▶ [Work required]:
Locate the string "roads" in the records below. Copy every line where it occurs.

┏━━

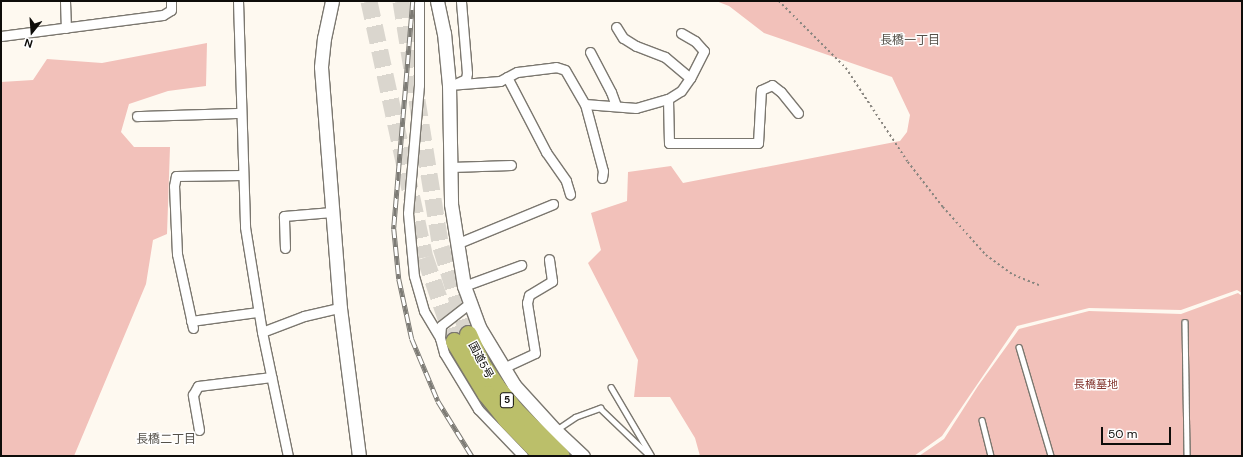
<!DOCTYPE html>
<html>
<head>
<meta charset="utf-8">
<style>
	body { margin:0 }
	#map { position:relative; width:1243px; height:457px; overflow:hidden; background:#fef9f0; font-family:"DM Sans","Noto Sans JP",sans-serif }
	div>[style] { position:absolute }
	.green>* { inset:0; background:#f2c1ba }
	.highway-tunnel>* { height:17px; margin-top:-8.5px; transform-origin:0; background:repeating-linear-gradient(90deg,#dad6ce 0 17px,transparent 0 25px) }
	.path>* { height:1.5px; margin-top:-0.75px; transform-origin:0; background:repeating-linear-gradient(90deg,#88857f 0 2px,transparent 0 5px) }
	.roads { filter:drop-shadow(1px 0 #7b776f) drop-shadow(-1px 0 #7b776f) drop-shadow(0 1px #7b776f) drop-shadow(0 -1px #7b776f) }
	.lane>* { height:4.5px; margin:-2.25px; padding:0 2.25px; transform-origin:2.25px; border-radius:2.25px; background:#fff }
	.street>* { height:9px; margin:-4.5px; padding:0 4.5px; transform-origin:4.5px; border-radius:4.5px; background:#fff }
	.secondary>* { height:13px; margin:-6.5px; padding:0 6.5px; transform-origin:6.5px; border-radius:6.5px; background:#fff }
	.highway>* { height:17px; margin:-8.5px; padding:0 8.5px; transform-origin:8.5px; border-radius:8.5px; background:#bbbf6a }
	.rail>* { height:4.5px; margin-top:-2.25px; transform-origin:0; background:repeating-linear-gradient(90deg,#fff 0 9px,#7d7b75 0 18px); box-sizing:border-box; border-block:1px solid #7d7b75 }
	span { translate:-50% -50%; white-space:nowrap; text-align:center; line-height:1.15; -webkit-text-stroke:3px #fff; paint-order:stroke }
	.shield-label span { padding:1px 3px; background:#fff; border:1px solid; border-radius:3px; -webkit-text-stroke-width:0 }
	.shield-label { font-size:10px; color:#0e0d0a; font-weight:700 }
	.street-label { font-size:11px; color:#0e0d0a }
	.park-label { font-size:11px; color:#853932 }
	.neighbourhood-label { font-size:12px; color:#55514a }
	.frame { position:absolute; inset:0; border:2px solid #0e0d0a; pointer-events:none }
	.north { position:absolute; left:12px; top:12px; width:40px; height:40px; -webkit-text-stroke:3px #fff; paint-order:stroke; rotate:197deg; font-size:11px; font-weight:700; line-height:16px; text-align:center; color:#0e0d0a }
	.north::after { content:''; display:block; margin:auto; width:14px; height:18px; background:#0e0d0a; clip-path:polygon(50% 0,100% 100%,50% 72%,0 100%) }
	.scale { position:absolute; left:1101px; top:427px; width:70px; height:18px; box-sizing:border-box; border:2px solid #0e0d0a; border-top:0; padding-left:5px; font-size:12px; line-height:14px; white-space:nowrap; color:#0e0d0a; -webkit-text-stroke:3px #fff; paint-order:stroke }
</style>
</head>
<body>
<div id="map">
	<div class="green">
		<div style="clip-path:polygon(716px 1px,1242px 1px,1242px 293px,1237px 290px,1181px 310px,1089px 308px,1017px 326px,942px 436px,914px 456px,700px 456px,695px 438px,670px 397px,634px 397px,638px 360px,588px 263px,601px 250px,591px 213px,627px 201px,628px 172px,671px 166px,683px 183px,900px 141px,907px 132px,910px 115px,892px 77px,764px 33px,729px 6px)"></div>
		<div style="clip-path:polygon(207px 43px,206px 86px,168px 91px,129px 104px,121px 132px,134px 147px,170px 147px,167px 234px,153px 240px,146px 284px,74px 456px,1px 456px,1px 82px,33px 80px,47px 59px,102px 63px)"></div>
		<div style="clip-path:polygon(1238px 293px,1242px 296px,1242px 456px,919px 456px,944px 439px,978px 386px,1019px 329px,1089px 311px,1181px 314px)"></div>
	</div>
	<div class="highway-tunnel">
		<div style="left:369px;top:1px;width:262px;rotate:77.7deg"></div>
		<div style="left:425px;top:257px;width:89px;rotate:71deg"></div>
		<div style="left:401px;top:1px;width:249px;rotate:80.8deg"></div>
		<div style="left:441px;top:247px;width:91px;rotate:72.8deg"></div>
	</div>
	<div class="path">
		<div style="left:779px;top:1px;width:95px;rotate:45deg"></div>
		<div style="left:846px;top:68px;width:113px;rotate:56.6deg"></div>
		<div style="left:908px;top:162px;width:57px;rotate:52.1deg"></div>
		<div style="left:943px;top:207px;width:64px;rotate:48.1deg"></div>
		<div style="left:986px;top:255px;width:34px;rotate:36deg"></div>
		<div style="left:1014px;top:275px;width:27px;rotate:22deg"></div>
	</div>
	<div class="roads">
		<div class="lane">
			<div style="left:1185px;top:322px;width:134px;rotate:89.1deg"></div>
			<div style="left:1019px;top:347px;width:114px;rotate:73.6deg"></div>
			<div style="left:611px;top:387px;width:79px;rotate:59.5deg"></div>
			<div style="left:982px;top:420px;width:37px;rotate:76deg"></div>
			<div style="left:556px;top:430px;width:23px;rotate:-34deg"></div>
			<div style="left:575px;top:417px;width:27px;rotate:-20deg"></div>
			<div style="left:600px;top:408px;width:69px;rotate:43.8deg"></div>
		</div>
		<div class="street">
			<div style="left:65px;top:1px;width:27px;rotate:88deg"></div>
			<div style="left:238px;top:1px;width:226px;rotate:88.2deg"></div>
			<div style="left:245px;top:227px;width:106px;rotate:80.8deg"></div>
			<div style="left:262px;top:332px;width:127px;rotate:78.2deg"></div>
			<div style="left:419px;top:1px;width:84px;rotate:90deg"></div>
			<div style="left:419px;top:85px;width:128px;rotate:94.9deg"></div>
			<div style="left:408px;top:213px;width:63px;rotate:84.6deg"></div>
			<div style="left:414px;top:276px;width:36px;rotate:74deg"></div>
			<div style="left:424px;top:311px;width:31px;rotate:59deg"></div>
			<div style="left:681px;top:33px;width:16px;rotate:30deg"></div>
			<div style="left:695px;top:41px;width:13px;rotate:48deg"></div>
			<div style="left:704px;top:51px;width:30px;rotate:117deg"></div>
			<div style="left:1px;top:36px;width:163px;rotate:-7.4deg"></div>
			<div style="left:163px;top:15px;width:9px;rotate:-32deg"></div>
			<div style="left:171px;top:10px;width:9px;rotate:-90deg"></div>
			<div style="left:590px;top:52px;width:45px;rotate:62.3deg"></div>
			<div style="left:611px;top:92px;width:15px;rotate:70deg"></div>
			<div style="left:507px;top:77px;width:85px;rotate:62.5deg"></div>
			<div style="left:546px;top:152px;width:35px;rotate:55deg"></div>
			<div style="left:566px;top:181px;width:14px;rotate:73deg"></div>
			<div style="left:457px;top:83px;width:10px;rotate:-24deg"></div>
			<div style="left:466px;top:79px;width:6px;rotate:-81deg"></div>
			<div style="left:467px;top:73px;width:72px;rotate:-94.8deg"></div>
			<div style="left:449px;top:85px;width:51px;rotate:-4.5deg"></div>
			<div style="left:500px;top:81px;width:19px;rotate:-28deg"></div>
			<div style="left:517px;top:72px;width:39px;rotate:-7deg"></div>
			<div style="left:556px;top:67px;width:9px;rotate:18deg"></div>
			<div style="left:565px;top:70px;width:39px;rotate:60deg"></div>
			<div style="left:585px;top:104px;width:51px;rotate:4.5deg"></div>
			<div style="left:636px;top:108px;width:33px;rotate:-16deg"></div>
			<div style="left:668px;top:99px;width:15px;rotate:-32deg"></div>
			<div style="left:681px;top:91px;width:16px;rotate:-55deg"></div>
			<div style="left:690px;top:78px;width:33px;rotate:-140deg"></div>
			<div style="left:665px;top:57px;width:31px;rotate:-159deg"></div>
			<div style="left:636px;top:46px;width:15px;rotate:-148deg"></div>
			<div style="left:623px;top:38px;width:13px;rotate:-122deg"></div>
			<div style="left:668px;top:99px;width:44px;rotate:88.7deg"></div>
			<div style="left:669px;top:143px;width:89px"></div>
			<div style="left:758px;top:143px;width:53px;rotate:-86.8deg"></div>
			<div style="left:761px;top:90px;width:12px;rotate:-24deg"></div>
			<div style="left:772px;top:85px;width:11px;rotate:38deg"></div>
			<div style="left:781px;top:92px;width:27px;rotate:51deg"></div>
			<div style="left:585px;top:104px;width:69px;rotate:75deg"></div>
			<div style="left:603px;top:171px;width:7px;rotate:98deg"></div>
			<div style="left:137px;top:116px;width:103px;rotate:-1.7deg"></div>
			<div style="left:451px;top:167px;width:60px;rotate:-1.9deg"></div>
			<div style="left:456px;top:244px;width:105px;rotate:-22.4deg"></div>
			<div style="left:285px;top:248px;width:32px;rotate:-92deg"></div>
			<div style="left:284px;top:216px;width:48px;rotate:-4.8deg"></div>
			<div style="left:464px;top:286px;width:61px;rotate:-20.2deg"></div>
			<div style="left:470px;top:303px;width:37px;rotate:142deg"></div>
			<div style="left:441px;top:326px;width:12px;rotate:95deg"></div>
			<div style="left:440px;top:338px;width:16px;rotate:75deg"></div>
			<div style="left:444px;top:353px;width:66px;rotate:58.7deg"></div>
			<div style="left:478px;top:409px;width:65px;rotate:46.2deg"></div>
			<div style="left:191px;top:321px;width:68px;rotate:-7.7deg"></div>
			<div style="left:193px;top:328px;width:76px;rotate:-102.2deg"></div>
			<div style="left:177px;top:254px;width:68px;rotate:-92.5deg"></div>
			<div style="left:174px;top:186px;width:10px;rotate:-79deg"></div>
			<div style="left:176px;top:176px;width:66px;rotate:-0.9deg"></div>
			<div style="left:262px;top:332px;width:45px;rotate:-20.9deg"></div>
			<div style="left:304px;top:316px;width:37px;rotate:-13deg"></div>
			<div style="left:503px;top:368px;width:35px;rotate:-25deg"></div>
			<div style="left:535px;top:353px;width:51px;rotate:-99.1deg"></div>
			<div style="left:527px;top:303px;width:8px;rotate:-76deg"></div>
			<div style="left:529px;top:295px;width:27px;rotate:-31deg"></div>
			<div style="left:552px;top:281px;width:22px;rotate:-98deg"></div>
			<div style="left:199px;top:430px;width:36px;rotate:-100deg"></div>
			<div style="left:193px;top:395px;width:10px;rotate:-61deg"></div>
			<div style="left:198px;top:386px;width:74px;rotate:-7deg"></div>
		</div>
		<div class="secondary">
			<div style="left:332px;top:1px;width:38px;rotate:102deg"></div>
			<div style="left:324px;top:38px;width:29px;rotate:96deg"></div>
			<div style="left:321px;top:67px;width:242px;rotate:85.5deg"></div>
			<div style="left:340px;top:308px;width:149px;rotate:82.7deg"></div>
			<div style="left:437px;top:1px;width:33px;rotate:78deg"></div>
			<div style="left:444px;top:33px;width:52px;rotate:84.5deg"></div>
			<div style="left:449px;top:85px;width:119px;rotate:89deg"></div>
			<div style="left:451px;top:204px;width:83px;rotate:81deg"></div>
			<div style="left:464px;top:286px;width:44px;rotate:69.9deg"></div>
			<div style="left:479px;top:327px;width:68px;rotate:58.9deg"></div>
			<div style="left:514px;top:385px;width:61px;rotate:47.7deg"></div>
			<div style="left:555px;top:430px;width:38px;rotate:43deg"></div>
		</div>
		<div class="highway">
			<div style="left:468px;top:334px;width:34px;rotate:66deg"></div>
			<div style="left:482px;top:365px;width:25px;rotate:56deg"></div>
			<div style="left:496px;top:386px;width:29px;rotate:52deg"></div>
			<div style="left:514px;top:409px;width:66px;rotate:45deg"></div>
			<div style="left:454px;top:341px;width:62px;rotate:58.9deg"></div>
			<div style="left:486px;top:394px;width:32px;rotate:51deg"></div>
			<div style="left:506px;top:419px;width:52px;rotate:45.8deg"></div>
		</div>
	</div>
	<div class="rail">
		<div style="left:413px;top:1px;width:229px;rotate:94.8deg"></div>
		<div style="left:394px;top:229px;width:50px;rotate:84.3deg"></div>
		<div style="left:399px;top:279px;width:61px;rotate:77.8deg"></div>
		<div style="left:412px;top:339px;width:67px;rotate:67.2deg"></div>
		<div style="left:438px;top:401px;width:65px;rotate:58.3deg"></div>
	</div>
	<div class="shield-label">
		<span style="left:507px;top:400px">5</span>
	</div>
	<div class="street-label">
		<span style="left:481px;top:360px;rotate:62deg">国道5号</span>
	</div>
	<div class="park-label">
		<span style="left:1096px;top:384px">長橋墓地</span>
	</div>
	<div class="neighbourhood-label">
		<span style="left:910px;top:41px">長橋一丁目</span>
		<span style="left:166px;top:440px">長橋二丁目</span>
	</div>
	<div class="frame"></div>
	<div class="north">N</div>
	<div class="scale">50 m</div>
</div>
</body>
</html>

┗━━

▶ [Completed task]:
	.roads { filter:drop-shadow(1px 0 #7b776f) drop-shadow(-1px 0 #7b776f) drop-shadow(0 1px #7b776f) drop-shadow(0 -1px #7b776f) }
	<div class="roads">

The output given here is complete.